Try it:
Each line that contains the string "hidden" counts once; report how many such lines appear in the data, as a number only.

Extracted data:
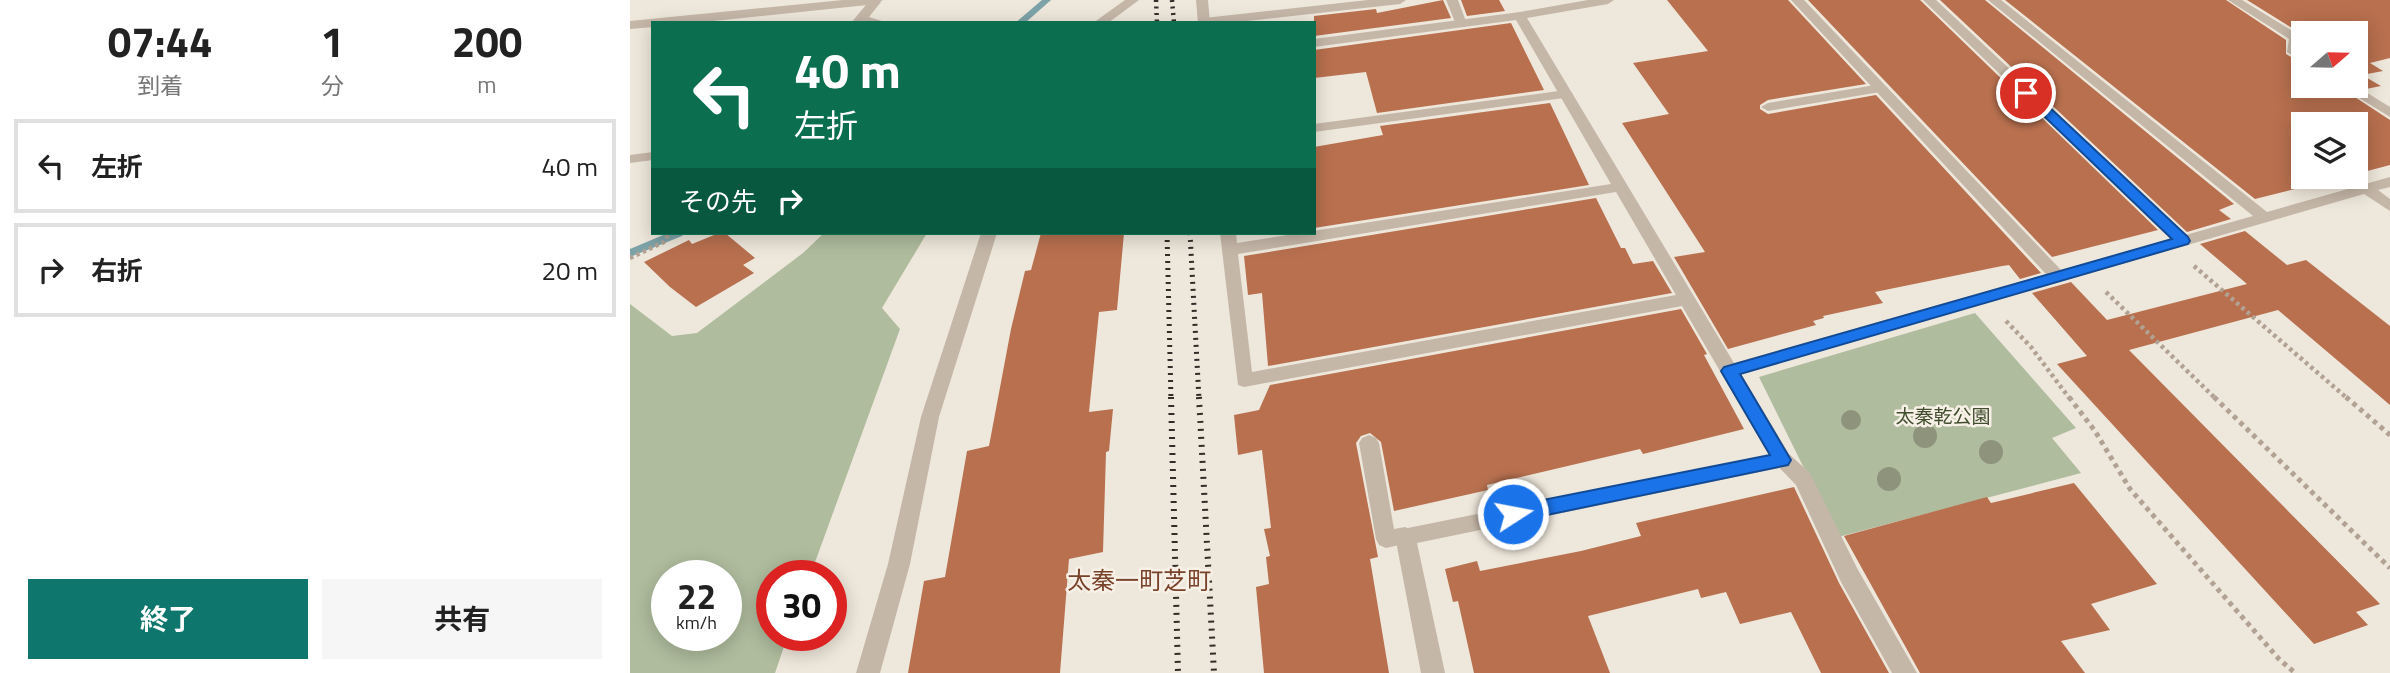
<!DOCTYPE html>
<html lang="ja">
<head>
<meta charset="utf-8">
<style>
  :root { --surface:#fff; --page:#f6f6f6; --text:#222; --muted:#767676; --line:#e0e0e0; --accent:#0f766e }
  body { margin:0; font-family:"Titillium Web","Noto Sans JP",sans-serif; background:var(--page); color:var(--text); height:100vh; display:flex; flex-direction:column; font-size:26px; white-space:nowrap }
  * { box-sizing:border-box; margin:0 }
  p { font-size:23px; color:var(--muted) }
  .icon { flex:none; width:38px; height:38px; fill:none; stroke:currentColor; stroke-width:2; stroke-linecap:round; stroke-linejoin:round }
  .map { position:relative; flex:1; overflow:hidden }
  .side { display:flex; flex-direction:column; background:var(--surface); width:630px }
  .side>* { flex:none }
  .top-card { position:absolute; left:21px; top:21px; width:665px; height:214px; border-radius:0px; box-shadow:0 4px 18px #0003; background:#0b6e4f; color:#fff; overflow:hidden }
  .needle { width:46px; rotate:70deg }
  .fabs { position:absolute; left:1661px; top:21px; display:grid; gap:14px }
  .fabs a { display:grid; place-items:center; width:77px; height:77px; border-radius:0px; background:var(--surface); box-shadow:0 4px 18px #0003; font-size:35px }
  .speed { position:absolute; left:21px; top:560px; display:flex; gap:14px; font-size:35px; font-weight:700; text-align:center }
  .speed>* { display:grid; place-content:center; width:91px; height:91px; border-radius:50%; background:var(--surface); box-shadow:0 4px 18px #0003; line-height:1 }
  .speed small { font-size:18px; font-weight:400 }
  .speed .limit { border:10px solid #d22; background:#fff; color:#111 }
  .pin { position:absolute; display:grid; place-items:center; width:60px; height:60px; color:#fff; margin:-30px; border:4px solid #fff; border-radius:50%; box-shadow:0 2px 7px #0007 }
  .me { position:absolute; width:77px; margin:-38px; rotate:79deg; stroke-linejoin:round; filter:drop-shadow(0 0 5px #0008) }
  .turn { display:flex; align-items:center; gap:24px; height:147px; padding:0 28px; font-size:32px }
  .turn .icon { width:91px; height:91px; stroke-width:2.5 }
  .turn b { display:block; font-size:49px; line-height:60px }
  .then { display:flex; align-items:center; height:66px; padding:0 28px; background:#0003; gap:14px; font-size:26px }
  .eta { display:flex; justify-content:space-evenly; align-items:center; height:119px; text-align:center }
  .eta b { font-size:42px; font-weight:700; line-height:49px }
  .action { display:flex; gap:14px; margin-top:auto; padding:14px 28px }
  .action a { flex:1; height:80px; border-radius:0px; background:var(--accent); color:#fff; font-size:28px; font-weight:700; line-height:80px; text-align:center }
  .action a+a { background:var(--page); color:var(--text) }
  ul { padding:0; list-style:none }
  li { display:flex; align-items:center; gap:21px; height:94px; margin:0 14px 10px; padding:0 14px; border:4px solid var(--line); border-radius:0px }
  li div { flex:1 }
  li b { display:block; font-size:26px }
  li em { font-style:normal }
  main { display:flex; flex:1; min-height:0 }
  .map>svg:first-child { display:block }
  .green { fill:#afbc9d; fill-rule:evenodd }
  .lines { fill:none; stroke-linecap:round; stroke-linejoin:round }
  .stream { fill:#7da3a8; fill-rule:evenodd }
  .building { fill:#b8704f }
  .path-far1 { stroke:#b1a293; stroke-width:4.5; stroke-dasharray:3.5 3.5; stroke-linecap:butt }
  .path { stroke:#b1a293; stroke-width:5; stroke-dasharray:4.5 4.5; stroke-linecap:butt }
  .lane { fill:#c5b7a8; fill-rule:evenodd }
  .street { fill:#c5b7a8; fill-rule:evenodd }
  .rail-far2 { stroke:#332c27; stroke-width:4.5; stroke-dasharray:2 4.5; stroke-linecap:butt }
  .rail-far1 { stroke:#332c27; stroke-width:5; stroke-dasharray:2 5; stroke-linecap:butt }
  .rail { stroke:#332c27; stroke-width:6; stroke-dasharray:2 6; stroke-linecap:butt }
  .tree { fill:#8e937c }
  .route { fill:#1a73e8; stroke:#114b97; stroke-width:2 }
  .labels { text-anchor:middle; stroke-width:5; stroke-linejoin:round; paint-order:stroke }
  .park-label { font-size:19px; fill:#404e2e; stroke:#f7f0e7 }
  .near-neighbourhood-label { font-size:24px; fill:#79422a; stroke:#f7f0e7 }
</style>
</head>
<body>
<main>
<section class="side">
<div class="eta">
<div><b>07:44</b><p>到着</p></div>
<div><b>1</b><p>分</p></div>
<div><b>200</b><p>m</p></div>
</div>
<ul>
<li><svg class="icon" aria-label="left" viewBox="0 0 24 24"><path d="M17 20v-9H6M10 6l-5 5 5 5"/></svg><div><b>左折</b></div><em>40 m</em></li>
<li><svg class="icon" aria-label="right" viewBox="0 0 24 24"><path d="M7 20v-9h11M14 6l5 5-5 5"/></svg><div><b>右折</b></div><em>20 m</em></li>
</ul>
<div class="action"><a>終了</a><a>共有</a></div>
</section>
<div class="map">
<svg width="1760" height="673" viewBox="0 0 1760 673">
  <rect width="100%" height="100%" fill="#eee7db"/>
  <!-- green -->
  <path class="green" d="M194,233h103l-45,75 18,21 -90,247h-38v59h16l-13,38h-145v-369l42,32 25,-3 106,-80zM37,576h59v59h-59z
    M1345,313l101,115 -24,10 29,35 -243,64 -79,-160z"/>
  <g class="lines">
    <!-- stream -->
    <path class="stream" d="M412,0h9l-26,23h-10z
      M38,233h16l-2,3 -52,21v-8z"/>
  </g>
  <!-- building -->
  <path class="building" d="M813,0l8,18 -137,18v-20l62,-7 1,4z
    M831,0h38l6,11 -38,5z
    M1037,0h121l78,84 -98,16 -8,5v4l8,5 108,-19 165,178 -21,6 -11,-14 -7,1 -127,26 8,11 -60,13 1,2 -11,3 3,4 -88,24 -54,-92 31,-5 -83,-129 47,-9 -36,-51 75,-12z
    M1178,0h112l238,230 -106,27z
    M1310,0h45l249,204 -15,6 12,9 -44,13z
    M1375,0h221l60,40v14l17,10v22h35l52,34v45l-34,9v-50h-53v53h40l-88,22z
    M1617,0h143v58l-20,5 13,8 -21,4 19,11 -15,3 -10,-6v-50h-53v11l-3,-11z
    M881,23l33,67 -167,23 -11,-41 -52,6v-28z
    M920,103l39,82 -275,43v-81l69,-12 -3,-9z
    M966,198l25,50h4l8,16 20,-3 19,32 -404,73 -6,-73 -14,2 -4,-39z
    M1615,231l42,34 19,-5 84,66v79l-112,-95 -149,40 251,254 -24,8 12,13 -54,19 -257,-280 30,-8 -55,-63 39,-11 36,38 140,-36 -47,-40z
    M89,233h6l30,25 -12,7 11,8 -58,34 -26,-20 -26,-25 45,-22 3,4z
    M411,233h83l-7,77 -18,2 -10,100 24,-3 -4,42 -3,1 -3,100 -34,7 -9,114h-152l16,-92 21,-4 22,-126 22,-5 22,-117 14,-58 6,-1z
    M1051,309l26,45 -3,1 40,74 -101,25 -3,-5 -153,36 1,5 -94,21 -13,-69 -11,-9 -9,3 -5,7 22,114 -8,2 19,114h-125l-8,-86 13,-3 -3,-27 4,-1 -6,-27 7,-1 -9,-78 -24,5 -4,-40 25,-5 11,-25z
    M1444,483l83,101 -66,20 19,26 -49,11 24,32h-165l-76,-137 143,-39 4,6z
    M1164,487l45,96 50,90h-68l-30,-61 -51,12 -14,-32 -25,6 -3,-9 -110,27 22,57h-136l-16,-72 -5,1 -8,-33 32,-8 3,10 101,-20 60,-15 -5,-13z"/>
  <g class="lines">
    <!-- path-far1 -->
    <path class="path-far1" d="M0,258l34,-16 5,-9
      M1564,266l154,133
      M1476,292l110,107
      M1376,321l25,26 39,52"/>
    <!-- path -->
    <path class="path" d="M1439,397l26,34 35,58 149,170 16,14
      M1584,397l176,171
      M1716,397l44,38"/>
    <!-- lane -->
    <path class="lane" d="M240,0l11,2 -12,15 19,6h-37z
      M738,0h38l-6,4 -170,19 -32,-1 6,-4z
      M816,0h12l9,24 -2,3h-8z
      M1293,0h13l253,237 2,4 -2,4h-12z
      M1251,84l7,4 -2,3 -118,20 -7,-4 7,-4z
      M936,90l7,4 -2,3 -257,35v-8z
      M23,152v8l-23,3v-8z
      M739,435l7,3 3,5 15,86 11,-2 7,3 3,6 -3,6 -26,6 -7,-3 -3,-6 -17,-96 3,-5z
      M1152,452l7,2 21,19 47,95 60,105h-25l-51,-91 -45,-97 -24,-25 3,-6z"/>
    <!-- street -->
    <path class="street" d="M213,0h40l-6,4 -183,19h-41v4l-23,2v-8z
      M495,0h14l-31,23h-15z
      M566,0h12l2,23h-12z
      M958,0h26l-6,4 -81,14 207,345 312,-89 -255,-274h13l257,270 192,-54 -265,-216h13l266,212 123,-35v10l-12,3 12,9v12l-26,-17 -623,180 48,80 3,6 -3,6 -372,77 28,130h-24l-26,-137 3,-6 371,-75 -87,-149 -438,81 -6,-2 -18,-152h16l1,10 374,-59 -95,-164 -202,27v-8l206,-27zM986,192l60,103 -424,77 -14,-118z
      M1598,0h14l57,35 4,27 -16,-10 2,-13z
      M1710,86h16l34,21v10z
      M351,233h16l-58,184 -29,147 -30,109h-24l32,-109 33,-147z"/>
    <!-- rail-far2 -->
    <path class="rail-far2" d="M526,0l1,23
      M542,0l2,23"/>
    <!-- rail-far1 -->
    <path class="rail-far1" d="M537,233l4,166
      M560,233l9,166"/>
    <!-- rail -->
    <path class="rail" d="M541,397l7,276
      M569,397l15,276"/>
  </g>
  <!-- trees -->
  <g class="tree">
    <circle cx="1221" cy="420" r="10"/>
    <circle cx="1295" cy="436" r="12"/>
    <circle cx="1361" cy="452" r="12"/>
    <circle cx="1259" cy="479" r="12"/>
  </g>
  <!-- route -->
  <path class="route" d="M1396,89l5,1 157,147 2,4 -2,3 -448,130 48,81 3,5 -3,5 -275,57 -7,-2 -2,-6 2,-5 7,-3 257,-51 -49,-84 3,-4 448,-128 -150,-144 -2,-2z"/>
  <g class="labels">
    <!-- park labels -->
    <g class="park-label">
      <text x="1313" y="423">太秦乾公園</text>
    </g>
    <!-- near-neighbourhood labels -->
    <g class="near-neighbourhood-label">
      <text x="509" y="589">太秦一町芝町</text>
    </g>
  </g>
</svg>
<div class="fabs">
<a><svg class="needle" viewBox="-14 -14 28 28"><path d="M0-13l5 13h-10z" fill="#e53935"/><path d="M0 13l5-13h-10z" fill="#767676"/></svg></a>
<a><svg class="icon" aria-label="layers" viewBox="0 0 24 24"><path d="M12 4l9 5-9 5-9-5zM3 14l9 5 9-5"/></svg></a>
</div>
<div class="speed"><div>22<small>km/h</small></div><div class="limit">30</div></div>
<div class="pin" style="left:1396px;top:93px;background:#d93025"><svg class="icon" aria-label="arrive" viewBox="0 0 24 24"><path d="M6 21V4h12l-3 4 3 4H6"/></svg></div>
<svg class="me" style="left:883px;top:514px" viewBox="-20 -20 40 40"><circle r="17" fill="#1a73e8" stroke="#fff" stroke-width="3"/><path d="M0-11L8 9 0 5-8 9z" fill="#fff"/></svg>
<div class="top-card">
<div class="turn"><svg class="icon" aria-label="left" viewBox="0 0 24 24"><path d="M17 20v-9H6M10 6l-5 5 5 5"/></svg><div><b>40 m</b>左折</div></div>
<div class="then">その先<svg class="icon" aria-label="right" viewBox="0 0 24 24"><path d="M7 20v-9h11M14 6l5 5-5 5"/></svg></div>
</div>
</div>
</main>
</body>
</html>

Exercise solution:
2